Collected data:
------
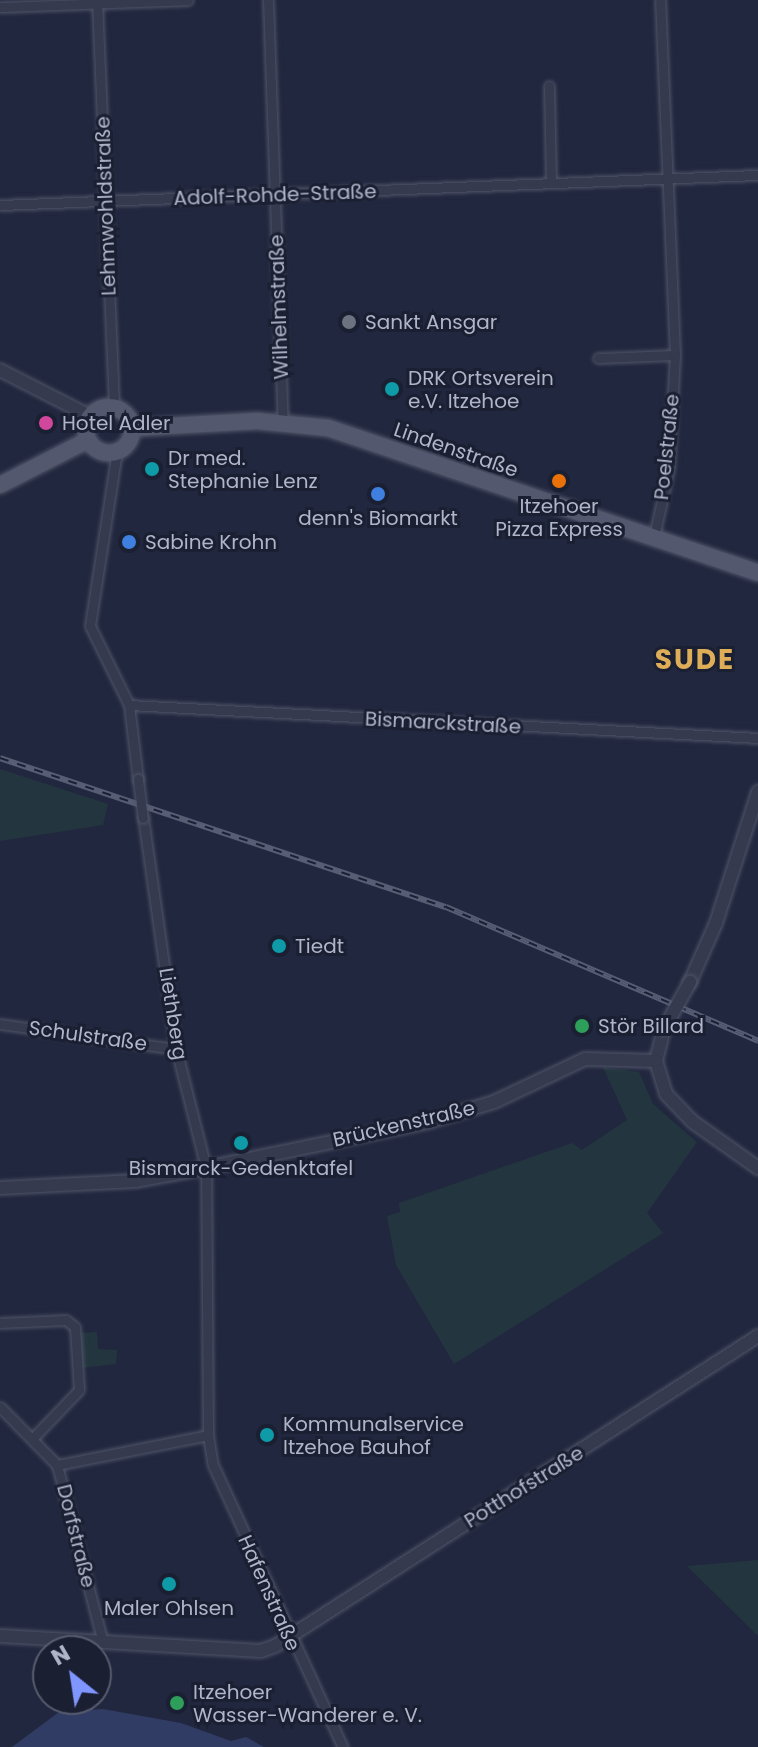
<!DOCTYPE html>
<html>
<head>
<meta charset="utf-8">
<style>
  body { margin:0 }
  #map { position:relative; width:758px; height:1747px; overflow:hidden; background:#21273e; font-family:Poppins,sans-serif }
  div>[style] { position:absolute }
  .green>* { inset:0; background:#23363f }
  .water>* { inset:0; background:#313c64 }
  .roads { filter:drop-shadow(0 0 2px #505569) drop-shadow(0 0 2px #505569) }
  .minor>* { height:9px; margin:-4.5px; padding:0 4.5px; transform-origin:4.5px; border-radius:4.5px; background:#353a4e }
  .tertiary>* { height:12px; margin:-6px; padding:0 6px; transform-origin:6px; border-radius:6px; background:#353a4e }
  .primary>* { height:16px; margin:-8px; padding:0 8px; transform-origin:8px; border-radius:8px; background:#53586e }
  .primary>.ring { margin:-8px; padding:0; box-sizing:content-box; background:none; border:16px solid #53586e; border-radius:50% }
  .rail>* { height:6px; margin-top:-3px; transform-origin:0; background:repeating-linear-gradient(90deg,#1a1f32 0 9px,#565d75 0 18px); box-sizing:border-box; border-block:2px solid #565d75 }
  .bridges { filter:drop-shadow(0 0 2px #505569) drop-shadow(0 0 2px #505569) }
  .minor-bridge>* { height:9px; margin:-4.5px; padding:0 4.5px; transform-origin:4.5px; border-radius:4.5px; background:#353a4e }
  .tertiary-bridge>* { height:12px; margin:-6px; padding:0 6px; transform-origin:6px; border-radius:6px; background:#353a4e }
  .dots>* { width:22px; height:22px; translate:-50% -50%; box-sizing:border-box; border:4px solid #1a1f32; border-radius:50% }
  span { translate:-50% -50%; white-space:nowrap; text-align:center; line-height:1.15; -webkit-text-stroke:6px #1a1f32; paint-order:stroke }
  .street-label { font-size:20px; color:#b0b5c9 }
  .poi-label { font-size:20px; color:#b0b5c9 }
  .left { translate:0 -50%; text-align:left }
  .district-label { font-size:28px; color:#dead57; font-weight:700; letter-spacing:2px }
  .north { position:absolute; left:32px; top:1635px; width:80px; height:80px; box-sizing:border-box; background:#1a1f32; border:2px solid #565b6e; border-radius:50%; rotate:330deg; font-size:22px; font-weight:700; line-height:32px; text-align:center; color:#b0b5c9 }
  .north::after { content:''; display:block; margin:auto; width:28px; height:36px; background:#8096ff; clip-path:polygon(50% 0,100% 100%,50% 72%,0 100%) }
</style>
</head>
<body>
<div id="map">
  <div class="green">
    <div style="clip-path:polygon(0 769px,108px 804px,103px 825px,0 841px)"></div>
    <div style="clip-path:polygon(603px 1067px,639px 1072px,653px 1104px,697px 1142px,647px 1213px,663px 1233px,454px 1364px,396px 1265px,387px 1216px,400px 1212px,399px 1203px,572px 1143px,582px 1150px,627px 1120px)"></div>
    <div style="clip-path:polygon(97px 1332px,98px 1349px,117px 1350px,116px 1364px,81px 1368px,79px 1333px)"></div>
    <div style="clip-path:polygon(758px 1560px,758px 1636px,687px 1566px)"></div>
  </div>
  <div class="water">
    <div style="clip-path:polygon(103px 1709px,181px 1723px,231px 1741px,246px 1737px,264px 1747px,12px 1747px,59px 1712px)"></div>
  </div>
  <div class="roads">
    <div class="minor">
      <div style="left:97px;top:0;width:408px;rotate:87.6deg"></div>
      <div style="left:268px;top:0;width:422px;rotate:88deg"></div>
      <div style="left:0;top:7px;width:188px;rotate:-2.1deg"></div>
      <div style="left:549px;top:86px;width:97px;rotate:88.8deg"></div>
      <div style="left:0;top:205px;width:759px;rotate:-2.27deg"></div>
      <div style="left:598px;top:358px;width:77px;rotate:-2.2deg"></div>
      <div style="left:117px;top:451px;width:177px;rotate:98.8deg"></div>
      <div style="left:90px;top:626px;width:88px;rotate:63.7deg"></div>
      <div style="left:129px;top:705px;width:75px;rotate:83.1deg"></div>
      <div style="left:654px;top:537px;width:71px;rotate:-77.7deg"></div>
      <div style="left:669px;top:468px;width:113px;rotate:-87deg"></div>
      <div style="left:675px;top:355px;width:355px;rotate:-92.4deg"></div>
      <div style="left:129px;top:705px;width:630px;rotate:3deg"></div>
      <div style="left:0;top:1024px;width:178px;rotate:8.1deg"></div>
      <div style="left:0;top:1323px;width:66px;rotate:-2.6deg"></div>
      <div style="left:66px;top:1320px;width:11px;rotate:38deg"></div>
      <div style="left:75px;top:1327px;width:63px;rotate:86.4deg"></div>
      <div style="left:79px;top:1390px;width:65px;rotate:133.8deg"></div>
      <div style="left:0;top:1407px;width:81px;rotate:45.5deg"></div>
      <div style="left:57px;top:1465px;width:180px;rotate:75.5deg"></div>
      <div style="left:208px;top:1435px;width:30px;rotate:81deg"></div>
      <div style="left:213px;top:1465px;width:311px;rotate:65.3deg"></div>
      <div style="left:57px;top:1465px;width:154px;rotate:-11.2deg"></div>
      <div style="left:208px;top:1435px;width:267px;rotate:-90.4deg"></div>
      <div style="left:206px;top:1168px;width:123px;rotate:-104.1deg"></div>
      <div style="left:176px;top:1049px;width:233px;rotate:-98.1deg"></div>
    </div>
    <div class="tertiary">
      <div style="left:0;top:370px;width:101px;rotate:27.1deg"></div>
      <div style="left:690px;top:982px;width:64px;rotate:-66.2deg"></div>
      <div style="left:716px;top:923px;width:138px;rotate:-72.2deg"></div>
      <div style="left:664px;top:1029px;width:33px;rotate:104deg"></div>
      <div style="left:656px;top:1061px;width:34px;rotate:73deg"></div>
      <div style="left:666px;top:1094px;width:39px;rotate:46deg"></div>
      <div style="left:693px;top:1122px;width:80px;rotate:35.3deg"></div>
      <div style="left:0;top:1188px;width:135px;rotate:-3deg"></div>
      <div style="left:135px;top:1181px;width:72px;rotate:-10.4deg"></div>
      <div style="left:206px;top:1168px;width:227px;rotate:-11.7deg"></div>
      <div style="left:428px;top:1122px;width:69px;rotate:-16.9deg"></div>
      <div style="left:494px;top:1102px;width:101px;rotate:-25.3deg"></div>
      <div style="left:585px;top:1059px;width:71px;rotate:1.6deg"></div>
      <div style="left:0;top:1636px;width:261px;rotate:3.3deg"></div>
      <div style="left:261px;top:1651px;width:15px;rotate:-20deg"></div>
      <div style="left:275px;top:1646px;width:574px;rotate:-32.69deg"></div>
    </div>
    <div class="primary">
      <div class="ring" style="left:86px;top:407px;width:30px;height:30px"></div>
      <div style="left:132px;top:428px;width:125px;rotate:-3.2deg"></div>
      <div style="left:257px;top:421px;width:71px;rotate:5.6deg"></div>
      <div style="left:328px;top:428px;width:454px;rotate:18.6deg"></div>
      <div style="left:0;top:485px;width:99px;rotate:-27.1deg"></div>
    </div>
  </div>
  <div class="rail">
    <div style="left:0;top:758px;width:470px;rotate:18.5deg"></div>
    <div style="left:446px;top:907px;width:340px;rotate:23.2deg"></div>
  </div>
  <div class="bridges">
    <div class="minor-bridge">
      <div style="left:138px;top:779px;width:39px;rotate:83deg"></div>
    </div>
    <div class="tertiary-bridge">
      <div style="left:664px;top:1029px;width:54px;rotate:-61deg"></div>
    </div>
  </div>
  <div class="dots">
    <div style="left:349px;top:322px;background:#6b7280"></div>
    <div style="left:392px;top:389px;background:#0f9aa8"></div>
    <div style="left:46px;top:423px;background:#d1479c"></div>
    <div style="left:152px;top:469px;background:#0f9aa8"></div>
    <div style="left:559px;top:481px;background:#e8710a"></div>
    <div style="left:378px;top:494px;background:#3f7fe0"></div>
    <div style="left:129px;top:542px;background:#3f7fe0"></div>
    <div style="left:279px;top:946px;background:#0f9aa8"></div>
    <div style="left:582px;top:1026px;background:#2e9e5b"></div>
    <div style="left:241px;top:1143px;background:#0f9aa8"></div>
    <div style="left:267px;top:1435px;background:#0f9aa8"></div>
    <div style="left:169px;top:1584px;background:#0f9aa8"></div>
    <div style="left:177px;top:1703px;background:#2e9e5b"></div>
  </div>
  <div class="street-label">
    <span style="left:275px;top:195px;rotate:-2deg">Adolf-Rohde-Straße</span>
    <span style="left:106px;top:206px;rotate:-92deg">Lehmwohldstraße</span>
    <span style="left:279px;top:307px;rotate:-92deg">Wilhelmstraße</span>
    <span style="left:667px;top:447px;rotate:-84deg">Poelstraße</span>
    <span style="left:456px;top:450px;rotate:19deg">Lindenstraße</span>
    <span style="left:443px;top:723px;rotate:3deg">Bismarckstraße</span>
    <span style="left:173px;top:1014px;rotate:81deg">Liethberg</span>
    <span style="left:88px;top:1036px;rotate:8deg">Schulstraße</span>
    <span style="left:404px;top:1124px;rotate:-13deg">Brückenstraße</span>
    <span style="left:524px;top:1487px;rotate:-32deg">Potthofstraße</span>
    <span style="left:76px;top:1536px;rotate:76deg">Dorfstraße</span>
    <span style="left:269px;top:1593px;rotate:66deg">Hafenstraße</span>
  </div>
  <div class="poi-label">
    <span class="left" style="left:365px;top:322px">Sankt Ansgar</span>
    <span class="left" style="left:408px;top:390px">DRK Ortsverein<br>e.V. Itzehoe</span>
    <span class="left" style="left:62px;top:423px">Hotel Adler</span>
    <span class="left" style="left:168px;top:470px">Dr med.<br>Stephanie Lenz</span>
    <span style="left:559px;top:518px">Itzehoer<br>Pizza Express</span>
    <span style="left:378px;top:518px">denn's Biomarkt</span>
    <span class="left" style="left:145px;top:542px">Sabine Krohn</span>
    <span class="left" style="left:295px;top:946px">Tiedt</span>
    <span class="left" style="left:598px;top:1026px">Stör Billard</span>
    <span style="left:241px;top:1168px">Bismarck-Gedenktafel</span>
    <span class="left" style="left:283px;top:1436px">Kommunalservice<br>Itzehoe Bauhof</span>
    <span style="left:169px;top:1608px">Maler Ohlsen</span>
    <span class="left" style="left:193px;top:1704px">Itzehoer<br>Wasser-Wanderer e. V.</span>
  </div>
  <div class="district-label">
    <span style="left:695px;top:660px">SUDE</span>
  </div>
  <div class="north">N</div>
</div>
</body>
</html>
------
(Your instructions): From the first line of the entries above through the line with "position:absolute; left:32px; top:1635px;", set down each line exactly and drop the pictures.

(Exercise solution):
<!DOCTYPE html>
<html>
<head>
<meta charset="utf-8">
<style>
  body { margin:0 }
  #map { position:relative; width:758px; height:1747px; overflow:hidden; background:#21273e; font-family:Poppins,sans-serif }
  div>[style] { position:absolute }
  .green>* { inset:0; background:#23363f }
  .water>* { inset:0; background:#313c64 }
  .roads { filter:drop-shadow(0 0 2px #505569) drop-shadow(0 0 2px #505569) }
  .minor>* { height:9px; margin:-4.5px; padding:0 4.5px; transform-origin:4.5px; border-radius:4.5px; background:#353a4e }
  .tertiary>* { height:12px; margin:-6px; padding:0 6px; transform-origin:6px; border-radius:6px; background:#353a4e }
  .primary>* { height:16px; margin:-8px; padding:0 8px; transform-origin:8px; border-radius:8px; background:#53586e }
  .primary>.ring { margin:-8px; padding:0; box-sizing:content-box; background:none; border:16px solid #53586e; border-radius:50% }
  .rail>* { height:6px; margin-top:-3px; transform-origin:0; background:repeating-linear-gradient(90deg,#1a1f32 0 9px,#565d75 0 18px); box-sizing:border-box; border-block:2px solid #565d75 }
  .bridges { filter:drop-shadow(0 0 2px #505569) drop-shadow(0 0 2px #505569) }
  .minor-bridge>* { height:9px; margin:-4.5px; padding:0 4.5px; transform-origin:4.5px; border-radius:4.5px; background:#353a4e }
  .tertiary-bridge>* { height:12px; margin:-6px; padding:0 6px; transform-origin:6px; border-radius:6px; background:#353a4e }
  .dots>* { width:22px; height:22px; translate:-50% -50%; box-sizing:border-box; border:4px solid #1a1f32; border-radius:50% }
  span { translate:-50% -50%; white-space:nowrap; text-align:center; line-height:1.15; -webkit-text-stroke:6px #1a1f32; paint-order:stroke }
  .street-label { font-size:20px; color:#b0b5c9 }
  .poi-label { font-size:20px; color:#b0b5c9 }
  .left { translate:0 -50%; text-align:left }
  .district-label { font-size:28px; color:#dead57; font-weight:700; letter-spacing:2px }
  .north { position:absolute; left:32px; top:1635px; width:80px; height:80px; box-sizing:border-box; background:#1a1f32; border:2px solid #565b6e; border-radius:50%; rotate:330deg; font-size:22px; font-weight:700; line-height:32px; text-align:center; color:#b0b5c9 }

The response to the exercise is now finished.